Kalpona Akter, the executive director of the Bangladesh Center for Worker Solidarity, who said she found clothing labels for a variety of global retailers in the ruins of a deadly factory fire in the country Article, this page

Carter returns to Haiti to build houses

LEOGANE, Haiti - Former U.S. President Jimmy Carter on Monday urged donors to honor the billion-dollar pledges they made to help Haiti rebuild after its devastating 2010 earthquake.

Carter made the call for greater humanitarian aid to Haiti on the first day of a week-long effort to build 100 homes with about 600 volunteers from Habitat for Humanity.

It was the second time in the past year that Carter, 88, and his wife, Rosalynn, have gone to help people displaced at the epicenter of the disaster.

Donor nations and institutions promised $4.46 billion to help Haiti after the quake. But only a little more than half of that money has been released, according to the U.N. Office of the Special Envoy for Haiti.

The reasons for the delays vary, ranging from economic problems back home to a wait-and-see approach until the Haiti’s government gets settled.

Toronto mayor removed from office

TORONTO - The mayor of Canada’s largest city was ordered out of office Monday after a judge found he had flouted conflict of interest rules for refusing to repay funds he solicited for his high school football team using city letterhead when he was a councilman.

Mayor Rob Ford blamed “the left wing politics” for the ruling and said he would appeal.

Ontario Superior Court Justice Charles Hackland said Ford showed “willful blindness” to the law and said he cannot claim that it was an error in judgment made in good faith.

At issue was Ford’s participation in a City Council vote on repaying money he had solicited for his football program. Ford is a volunteer coach of a high school team.

The judge said Ford showed a “stubborn sense of entitlement” and a “dismissive and confrontational attitude” toward the city’s integrity commissioner.

Will retire from politics, Barak says

JERUSALEM - Israel Defense Minister Ehud Barak announced Monday that he would soon “leave political life,” after a half-century career in the military and government that included two years as prime minister.

Though he had formed a close partnership with the conservative prime minister, Benjamin Netanyahu, particularly on the Iranian nuclear threat, Barak was a longtime leader of the liberal Labor Party, and now heads the tiny Independence faction.

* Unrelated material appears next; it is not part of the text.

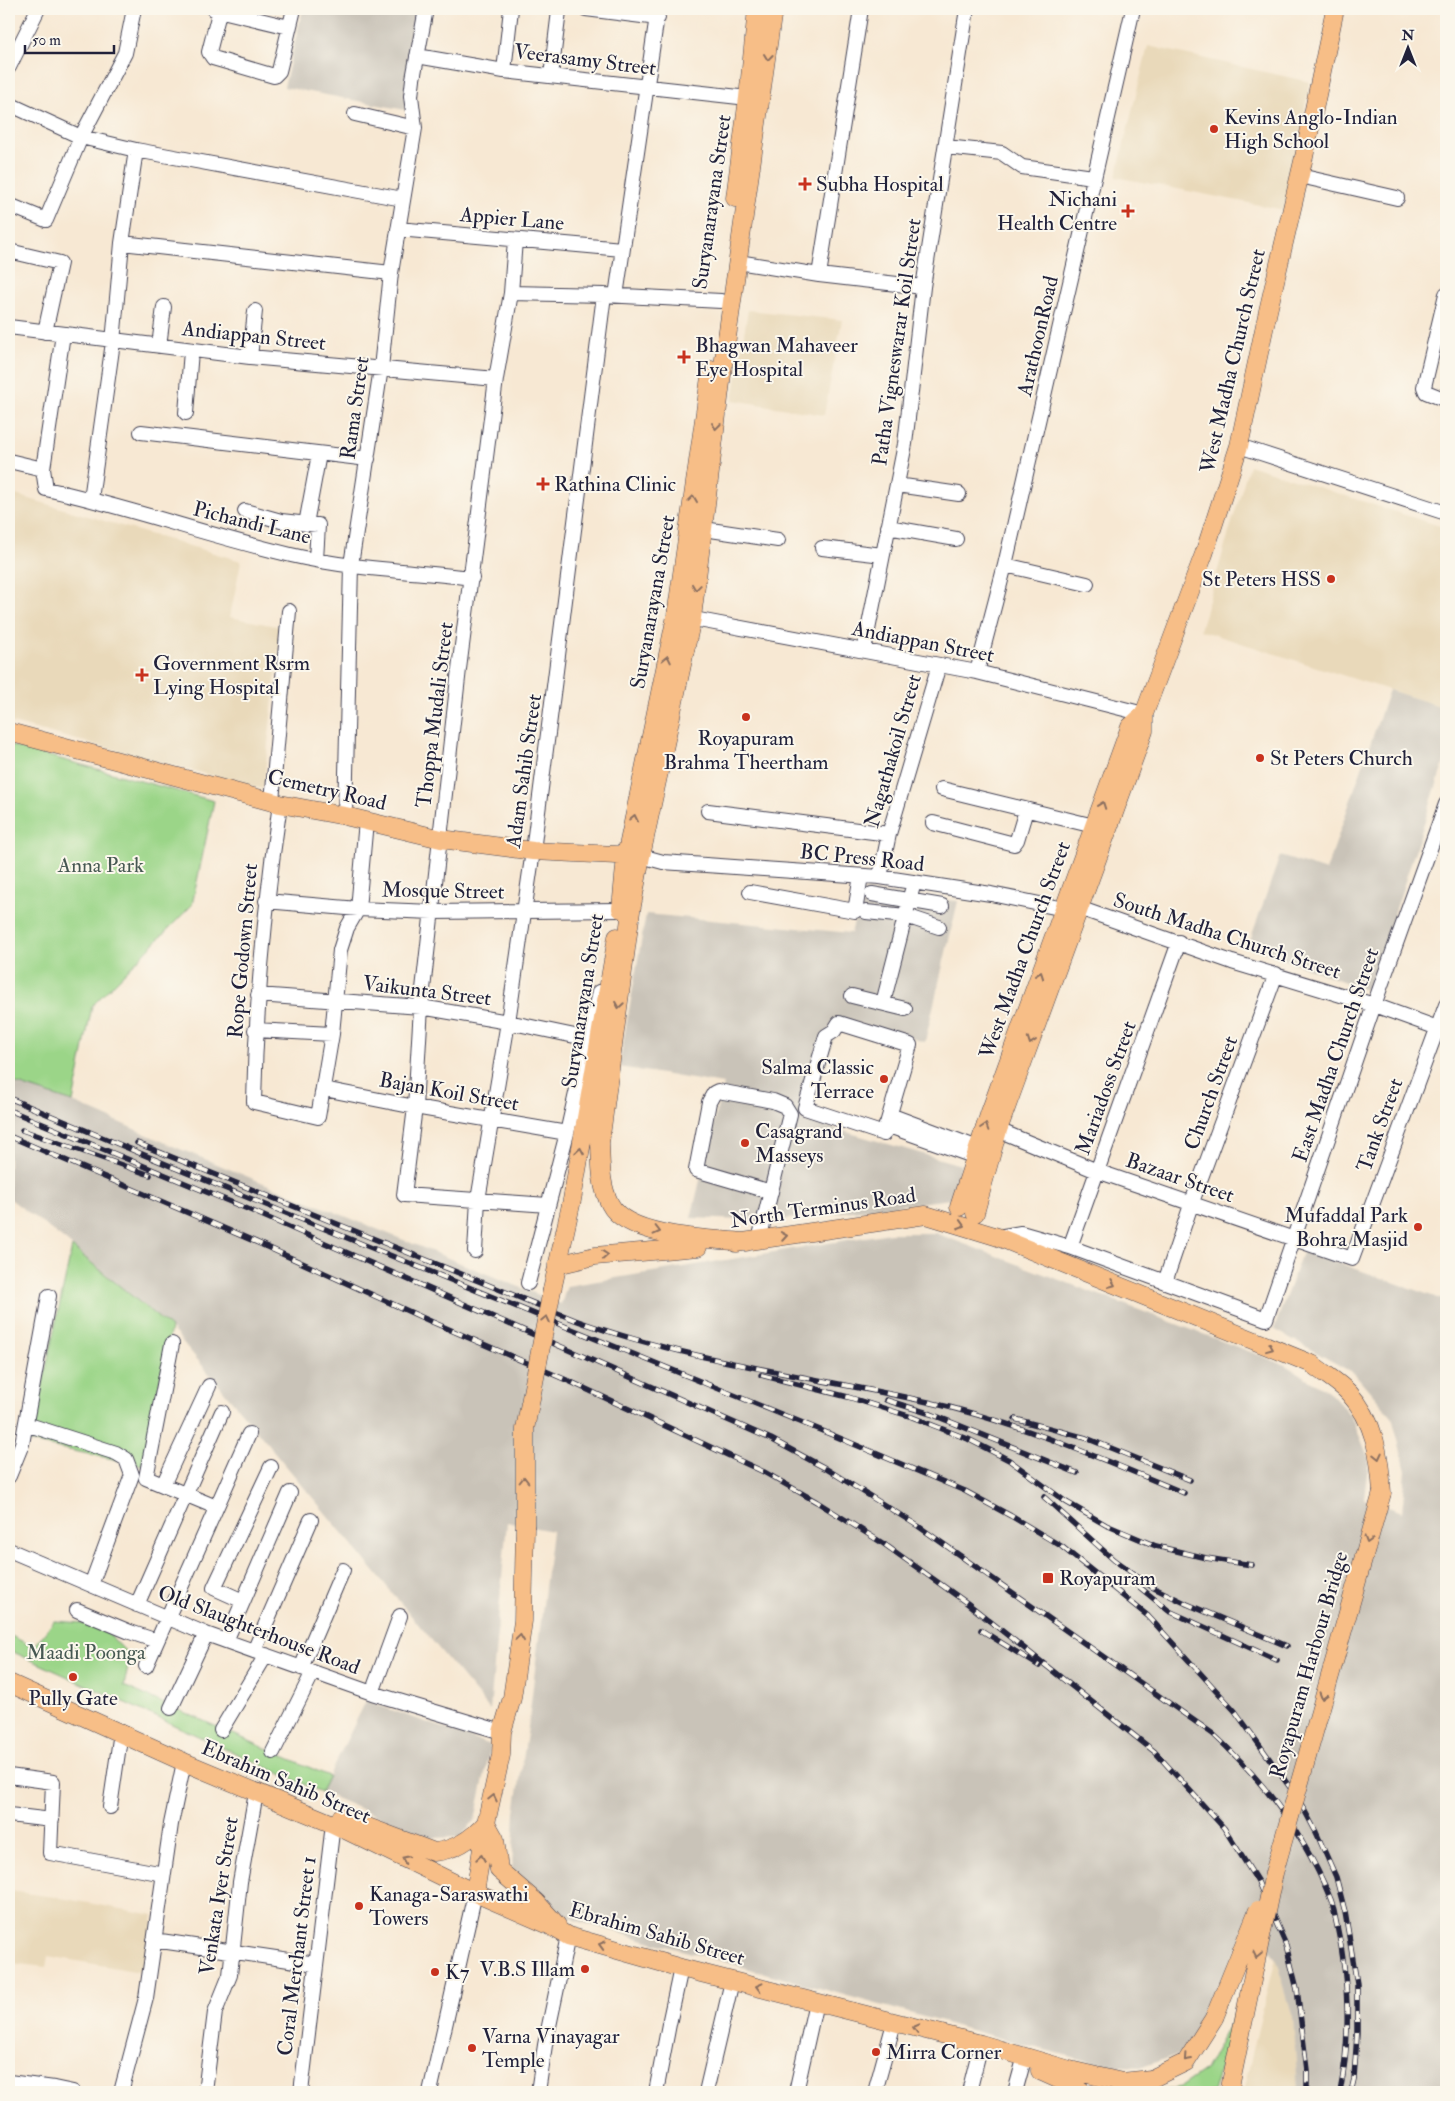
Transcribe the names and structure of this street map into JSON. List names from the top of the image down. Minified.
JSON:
{"streets":{"main road":["Suryanarayana Street","West Madha Church Street","Cemetry Road","North Terminus Road","Royapuram Harbour Bridge","Ebrahim Sahib Street"],"street":["Veerasamy Street","Appier Lane","Andiappan Street","ArathoonRoad","Patha Vigneswarar Koil Street","Rama Street","Pichandi Lane","Thoppa Mudali Street","Nagathakoil Street","Adam Sahib Street","BC Press Road","Mosque Street","South Madha Church Street","Rope Godown Street","Vaikunta Street","East Madha Church Street","Mariadoss Street","Bajan Koil Street","Church Street","Tank Street","Bazaar Street","Old Slaughterhouse Road","Venkata Iyer Street","Coral Merchant Street 1"]},"crossings":[["Veerasamy Street","Suryanarayana Street"],["Veerasamy Street","Rama Street"],["Veerasamy Street","Adam Sahib Street"],["Suryanarayana Street","Andiappan Street"],["Suryanarayana Street","Cemetry Road"],["Suryanarayana Street","BC Press Road"],["Suryanarayana Street","Mosque Street"],["Suryanarayana Street","North Terminus Road"],["Suryanarayana Street","Old Slaughterhouse Road"],["Suryanarayana Street","Ebrahim Sahib Street"],["Appier Lane","Rama Street"],["Appier Lane","Thoppa Mudali Street"],["Appier Lane","Adam Sahib Street"],["Andiappan Street","ArathoonRoad"],["Andiappan Street","Patha Vigneswarar Koil Street"],["Andiappan Street","West Madha Church Street"],["Andiappan Street","Rama Street"],["Andiappan Street","Thoppa Mudali Street"],["Andiappan Street","Nagathakoil Street"],["West Madha Church Street","BC Press Road"],["West Madha Church Street","South Madha Church Street"],["West Madha Church Street","Bazaar Street"],["Rama Street","Pichandi Lane"],["Rama Street","Cemetry Road"],["Pichandi Lane","Thoppa Mudali Street"],["Thoppa Mudali Street","Adam Sahib Street"],["Thoppa Mudali Street","Cemetry Road"],["Thoppa Mudali Street","Mosque Street"],["Thoppa Mudali Street","Vaikunta Street"],["Thoppa Mudali Street","Bajan Koil Street"],["Nagathakoil Street","BC Press Road"],["Adam Sahib Street","Cemetry Road"],["Adam Sahib Street","Mosque Street"],["Adam Sahib Street","Vaikunta Street"],["Adam Sahib Street","Bajan Koil Street"],["Cemetry Road","BC Press Road"],["Cemetry Road","Rope Godown Street"],["BC Press Road","South Madha Church Street"],["Mosque Street","Rope Godown Street"],["South Madha Church Street","East Madha Church Street"],["South Madha Church Street","Mariadoss Street"],["South Madha Church Street","Church Street"],["South Madha Church Street","Tank Street"],["Rope Godown Street","Vaikunta Street"],["Rope Godown Street","Bajan Koil Street"],["East Madha Church Street","Church Street"],["East Madha Church Street","Bazaar Street"],["Mariadoss Street","Bazaar Street"],["Church Street","Bazaar Street"],["Tank Street","Bazaar Street"],["North Terminus Road","Royapuram Harbour Bridge"],["Royapuram Harbour Bridge","Ebrahim Sahib Street"],["Ebrahim Sahib Street","Venkata Iyer Street"],["Ebrahim Sahib Street","Coral Merchant Street 1"]],"one_way":["North Terminus Road","Royapuram Harbour Bridge"],"parks":["Anna Park","Maadi Poonga"],"places":{"other":["Kevins Anglo-Indian High School","St Peters HSS","Royapuram Brahma Theertham","St Peters Church","Salma Classic Terrace","Casagrand Masseys","Mufaddal Park Bohra Masjid","Pully Gate","Kanaga-Saraswathi Towers","V.B.S Illam","K7","Varna Vinayagar Temple","Mirra Corner"],"health":["Subha Hospital","Nichani Health Centre","Bhagwan Mahaveer Eye Hospital","Rathina Clinic","Government Rsrm Lying Hospital"],"transit":["Royapuram"]},"scale_bar":"50 m","north":"top"}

Polls have suggested for months that Independence might not win enough votes for even a single seat in the Parliament, so some observers saw Barak’s decision as a way to avoid such an embarrassment.

He did not address the question of whether he would accept what is known as a “personal appointment” to serve a new government as defense minister despite sitting out the elections.

Fire at German workshop kills 14

BERLIN - Fourteen people were killed and eight injured Monday when a fire broke out at a workshop for disabled people in Germany’s Black Forest region, authorities said. Scores had to be rescued from the building as it quickly filled with smoke.

More than 100 firefighters were deployed to battle the blaze, which began at the complex in Titisee-Neustadt early in the afternoon, said Markus Straub, a spokesman for local firefighters.

Ambulances raced to the scene as smoke poured from the windows of the modern, three-story center in one of the country’s deadliest blazes in recent memory.

The cause of the fire was not immediately known, police and firefighters said.

The center usually has around 120 people at any one time, said Mirko Steffl, a police spokesman in the nearby city of Freiburg.

It was not immediately clear how many people had to be rescued, but by late afternoon workers had determined that no one else remained trapped in the building, he said.

The center employs people with mental or physical disabilities in a variety of jobs, including metalwork, woodwork and electrical installation, and it is run by the Catholic Church’s Caritas organization.